─── Records for the exercise

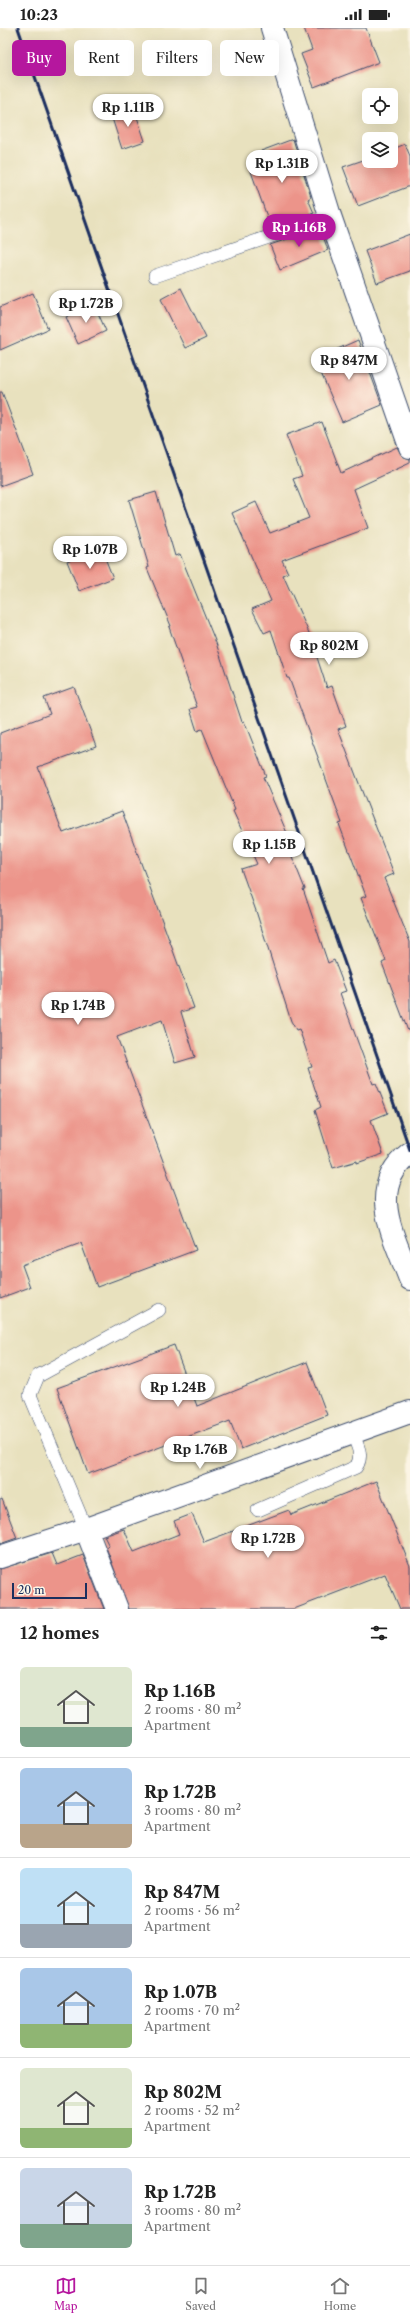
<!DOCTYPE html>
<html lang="en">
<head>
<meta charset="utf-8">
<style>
	body { margin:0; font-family:"Libre Caslon Text",serif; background:#f6f6f6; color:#222; height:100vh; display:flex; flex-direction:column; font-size:15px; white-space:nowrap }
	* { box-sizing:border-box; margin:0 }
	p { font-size:13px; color:#767676 }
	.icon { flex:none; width:22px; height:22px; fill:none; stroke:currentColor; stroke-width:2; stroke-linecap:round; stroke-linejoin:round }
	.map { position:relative; height:1581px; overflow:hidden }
	.panel { display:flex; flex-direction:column; background:#fff; flex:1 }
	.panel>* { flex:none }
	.hud { position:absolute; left:12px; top:12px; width:386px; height:36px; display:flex; gap:8px }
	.fabs { position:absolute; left:362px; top:60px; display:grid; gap:8px }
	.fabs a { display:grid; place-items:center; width:36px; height:36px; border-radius:6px; background:#fff; box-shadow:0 4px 16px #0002; font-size:20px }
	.scale { position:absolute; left:12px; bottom:10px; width:75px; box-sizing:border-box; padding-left:4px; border:2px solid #1b2f5e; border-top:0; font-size:11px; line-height:14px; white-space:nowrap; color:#1b2f5e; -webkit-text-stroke:3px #fcf5e5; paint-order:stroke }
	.price { position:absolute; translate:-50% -34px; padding:0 9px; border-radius:14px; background:#fff; color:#222; font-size:13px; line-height:26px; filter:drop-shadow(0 1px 2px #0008) }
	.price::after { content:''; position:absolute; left:50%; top:24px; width:12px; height:9px; margin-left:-6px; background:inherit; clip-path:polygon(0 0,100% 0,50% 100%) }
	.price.current { background:#b5179e; color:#fff }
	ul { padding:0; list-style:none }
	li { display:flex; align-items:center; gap:12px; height:100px; padding:0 20px }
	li+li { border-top:1px solid #e0e0e0 }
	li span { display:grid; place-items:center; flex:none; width:112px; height:80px; border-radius:6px; color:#555 }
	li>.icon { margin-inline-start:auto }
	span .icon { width:48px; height:48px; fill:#fffc; stroke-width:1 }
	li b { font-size:17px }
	h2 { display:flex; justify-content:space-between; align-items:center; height:48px; padding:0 20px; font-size:17px }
	.tag { padding:0 14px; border-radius:6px; background:#fff; box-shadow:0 4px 16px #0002; font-size:14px; line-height:36px }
	.tag.current { background:#b5179e; color:#fff }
	.status { display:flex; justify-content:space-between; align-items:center; height:28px; padding:0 20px; background:#fff; direction:ltr }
	.status svg { height:11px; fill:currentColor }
	.tabs { display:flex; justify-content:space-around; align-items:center; height:56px; border-top:1px solid #e0e0e0; background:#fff; font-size:11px; color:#767676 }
	.tabs a { display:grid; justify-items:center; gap:2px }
	.tabs .current { color:#b5179e }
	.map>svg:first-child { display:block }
	.building { fill:#ec948a }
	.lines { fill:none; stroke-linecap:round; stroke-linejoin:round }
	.service-casing { stroke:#3a4a6c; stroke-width:14 }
	.minor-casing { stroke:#3a4a6c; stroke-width:24 }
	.service { stroke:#fff; stroke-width:13 }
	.minor { stroke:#fff; stroke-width:22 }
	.rail { stroke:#1b2f5e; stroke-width:3 }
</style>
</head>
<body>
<div class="status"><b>10:23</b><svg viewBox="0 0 49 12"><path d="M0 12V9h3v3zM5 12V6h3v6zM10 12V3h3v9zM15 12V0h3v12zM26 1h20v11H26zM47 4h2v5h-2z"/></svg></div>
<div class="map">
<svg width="410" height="1581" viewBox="0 0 410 1581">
	<rect width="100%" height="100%" fill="#fcf5e5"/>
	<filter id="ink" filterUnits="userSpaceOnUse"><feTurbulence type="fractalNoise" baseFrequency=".025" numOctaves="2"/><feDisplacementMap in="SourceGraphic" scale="8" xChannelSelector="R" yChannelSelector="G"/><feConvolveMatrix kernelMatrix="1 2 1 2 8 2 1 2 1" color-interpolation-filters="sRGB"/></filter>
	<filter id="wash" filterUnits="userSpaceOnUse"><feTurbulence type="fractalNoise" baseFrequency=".012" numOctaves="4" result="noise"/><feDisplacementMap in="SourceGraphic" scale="16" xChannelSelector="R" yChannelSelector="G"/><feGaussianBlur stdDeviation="0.9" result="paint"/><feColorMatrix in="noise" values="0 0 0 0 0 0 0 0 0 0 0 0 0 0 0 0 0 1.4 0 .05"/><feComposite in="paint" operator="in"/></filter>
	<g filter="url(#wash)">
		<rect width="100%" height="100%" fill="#e8e1be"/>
		<g id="blocks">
			<!-- building -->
			<g class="building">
				<polygon points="304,0 366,0 379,34 314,59 301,26 312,22"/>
				<polygon points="134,80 145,113 122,121 111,87"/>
				<polygon points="293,111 311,169 308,171 314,185 271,200 248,135 264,130 261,123"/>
				<polygon points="405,116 410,128 410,158 358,178 343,139 369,130 369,133 391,133 391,122"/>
				<polygon points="320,200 328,222 280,242 270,217"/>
				<polygon points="410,206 410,243 377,255 365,223"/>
				<polygon points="181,260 206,310 185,320 161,271"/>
				<polygon points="33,265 48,301 0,322 0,279"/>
				<polygon points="94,276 106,303 78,316 66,289"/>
				<polygon points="358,312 382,377 342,394 315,331"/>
				<polygon points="0,364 2,364 33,446 0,458"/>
				<polygon points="322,394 341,445 397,419 402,428 410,431 410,435 354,461 368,500 282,532 288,545 283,547 309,605 327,660 332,658 346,698 338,701 394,846 384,850 410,914 410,1002 408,1003 382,935 386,933 361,870 366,868 339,796 342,795 289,650 287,650 271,602 264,605 252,581 271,573 232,485 256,474 270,505 309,490 293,451 302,448 286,407"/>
				<polygon points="156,464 175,528 180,526 216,615 242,694 244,693 266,748 263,749 287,805 283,806 305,861 303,861 328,935 334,932 346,963 340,965 373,1056 376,1055 388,1085 371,1092 383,1126 357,1135 357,1133 333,1140 315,1082 321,1079 308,1040 312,1039 299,1001 296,1002 291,993 256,883 241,841 257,836 233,783 235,782 202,701 197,703 190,681 197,679 169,599 171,598 147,540 149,539 129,472"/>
				<polygon points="101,520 113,550 79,563 67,533"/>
				<polygon points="74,659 96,718 38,739 63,805 122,783 194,980 181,984 195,1029 175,1035 162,992 117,1009 196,1222 97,1259 81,1215 22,1237 30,1259 0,1270 0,705 50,686 44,670"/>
				<polygon points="174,1317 197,1378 307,1334 327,1387 241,1421 230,1393 88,1446 57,1360"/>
				<polygon points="376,1453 410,1538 410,1581 400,1581 385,1546 294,1581 129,1581 106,1519 109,1518 104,1508 124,1501 134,1524 179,1506 174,1493 192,1486 204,1514 289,1482 291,1487"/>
				<polygon points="2,1471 17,1510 0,1516 0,1472"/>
				<polygon points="52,1525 57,1537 83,1527 104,1581 0,1581 0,1541"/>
			</g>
		</g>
	</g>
	<g filter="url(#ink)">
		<use href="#blocks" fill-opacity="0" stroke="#3a4a6c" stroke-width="1"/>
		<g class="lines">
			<defs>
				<g id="service">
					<polyline points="155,248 330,188"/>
					<path d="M258,1482l98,-43c8,-12 1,-22 -4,-34"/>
					<polyline points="86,1501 30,1367 38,1348 159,1282"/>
				</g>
				<g id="minor">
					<polyline points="272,0 330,188 410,419"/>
					<path d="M410,1125c-45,35 -16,83 0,126"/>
					<polyline points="86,1501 117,1581"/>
					<polyline points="0,1529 86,1501 410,1384"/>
				</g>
			</defs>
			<!-- service casing -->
			<use href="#service" class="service-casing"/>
			<!-- minor casing -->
			<use href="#minor" class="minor-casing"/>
			<!-- service -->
			<use href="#service" class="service"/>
			<!-- minor -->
			<use href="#minor" class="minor"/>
			<!-- rail -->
			<polyline class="rail" points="18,0 410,1122"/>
		</g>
	</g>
</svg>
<div class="fabs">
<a><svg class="icon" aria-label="locate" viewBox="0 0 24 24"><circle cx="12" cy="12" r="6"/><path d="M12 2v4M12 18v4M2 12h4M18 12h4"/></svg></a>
<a><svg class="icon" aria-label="layers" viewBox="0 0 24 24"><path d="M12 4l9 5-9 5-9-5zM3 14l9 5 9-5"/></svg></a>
</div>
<div class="scale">20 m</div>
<b class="price" style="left:128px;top:100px">Rp 1.11B</b>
<b class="price" style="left:282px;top:156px">Rp 1.31B</b>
<b class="price current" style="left:299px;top:220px">Rp 1.16B</b>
<b class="price" style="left:86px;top:296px">Rp 1.72B</b>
<b class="price" style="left:349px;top:353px">Rp 847M</b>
<b class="price" style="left:90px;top:542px">Rp 1.07B</b>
<b class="price" style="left:329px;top:638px">Rp 802M</b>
<b class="price" style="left:269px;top:837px">Rp 1.15B</b>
<b class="price" style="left:78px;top:998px">Rp 1.74B</b>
<b class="price" style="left:178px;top:1380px">Rp 1.24B</b>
<b class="price" style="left:200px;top:1442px">Rp 1.76B</b>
<b class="price" style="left:268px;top:1531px">Rp 1.72B</b>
<div class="hud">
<a class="tag current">Buy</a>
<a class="tag">Rent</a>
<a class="tag">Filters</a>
<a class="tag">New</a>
</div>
</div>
<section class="panel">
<h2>12 homes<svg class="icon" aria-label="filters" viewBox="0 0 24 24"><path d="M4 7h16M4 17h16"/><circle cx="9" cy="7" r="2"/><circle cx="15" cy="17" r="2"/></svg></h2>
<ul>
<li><span style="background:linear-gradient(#dfe7d0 75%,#7fa58c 0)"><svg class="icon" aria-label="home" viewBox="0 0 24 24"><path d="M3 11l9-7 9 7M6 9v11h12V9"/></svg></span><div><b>Rp 1.16B</b><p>2 rooms · 80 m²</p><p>Apartment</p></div></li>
<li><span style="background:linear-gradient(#a9c7e8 70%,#b9a48a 0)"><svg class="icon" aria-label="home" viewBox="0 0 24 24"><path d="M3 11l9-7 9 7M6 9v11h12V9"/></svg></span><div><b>Rp 1.72B</b><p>3 rooms · 80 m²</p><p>Apartment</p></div></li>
<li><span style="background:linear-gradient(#bfe0f5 70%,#9aa5b1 0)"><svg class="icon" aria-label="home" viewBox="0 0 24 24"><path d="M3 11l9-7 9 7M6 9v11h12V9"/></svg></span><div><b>Rp 847M</b><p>2 rooms · 56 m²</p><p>Apartment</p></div></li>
<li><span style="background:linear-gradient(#a9c7e8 70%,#8fb573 0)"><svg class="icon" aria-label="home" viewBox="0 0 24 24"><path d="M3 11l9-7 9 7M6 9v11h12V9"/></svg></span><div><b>Rp 1.07B</b><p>2 rooms · 70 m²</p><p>Apartment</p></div></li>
<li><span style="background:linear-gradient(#dfe7d0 75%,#8fb573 0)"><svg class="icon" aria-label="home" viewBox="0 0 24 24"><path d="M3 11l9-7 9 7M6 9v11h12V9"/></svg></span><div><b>Rp 802M</b><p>2 rooms · 52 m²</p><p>Apartment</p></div></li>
<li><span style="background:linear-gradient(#c9d6e8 70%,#7fa58c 0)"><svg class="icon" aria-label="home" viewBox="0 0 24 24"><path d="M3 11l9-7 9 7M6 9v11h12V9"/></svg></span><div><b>Rp 1.72B</b><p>3 rooms · 80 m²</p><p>Apartment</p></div></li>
</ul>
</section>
<nav class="tabs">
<a class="current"><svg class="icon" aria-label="map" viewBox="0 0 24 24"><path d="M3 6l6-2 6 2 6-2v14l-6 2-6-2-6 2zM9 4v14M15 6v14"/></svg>Map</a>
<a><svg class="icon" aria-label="saved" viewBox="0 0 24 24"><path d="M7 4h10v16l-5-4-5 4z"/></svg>Saved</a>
<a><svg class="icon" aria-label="home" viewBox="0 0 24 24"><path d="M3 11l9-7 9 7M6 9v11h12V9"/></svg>Home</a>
</nav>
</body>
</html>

──────

To do: Return every line from the records above that holds the word "fabs".

Solution below:
	.fabs { position:absolute; left:362px; top:60px; display:grid; gap:8px }
	.fabs a { display:grid; place-items:center; width:36px; height:36px; border-radius:6px; background:#fff; box-shadow:0 4px 16px #0002; font-size:20px }
<div class="fabs">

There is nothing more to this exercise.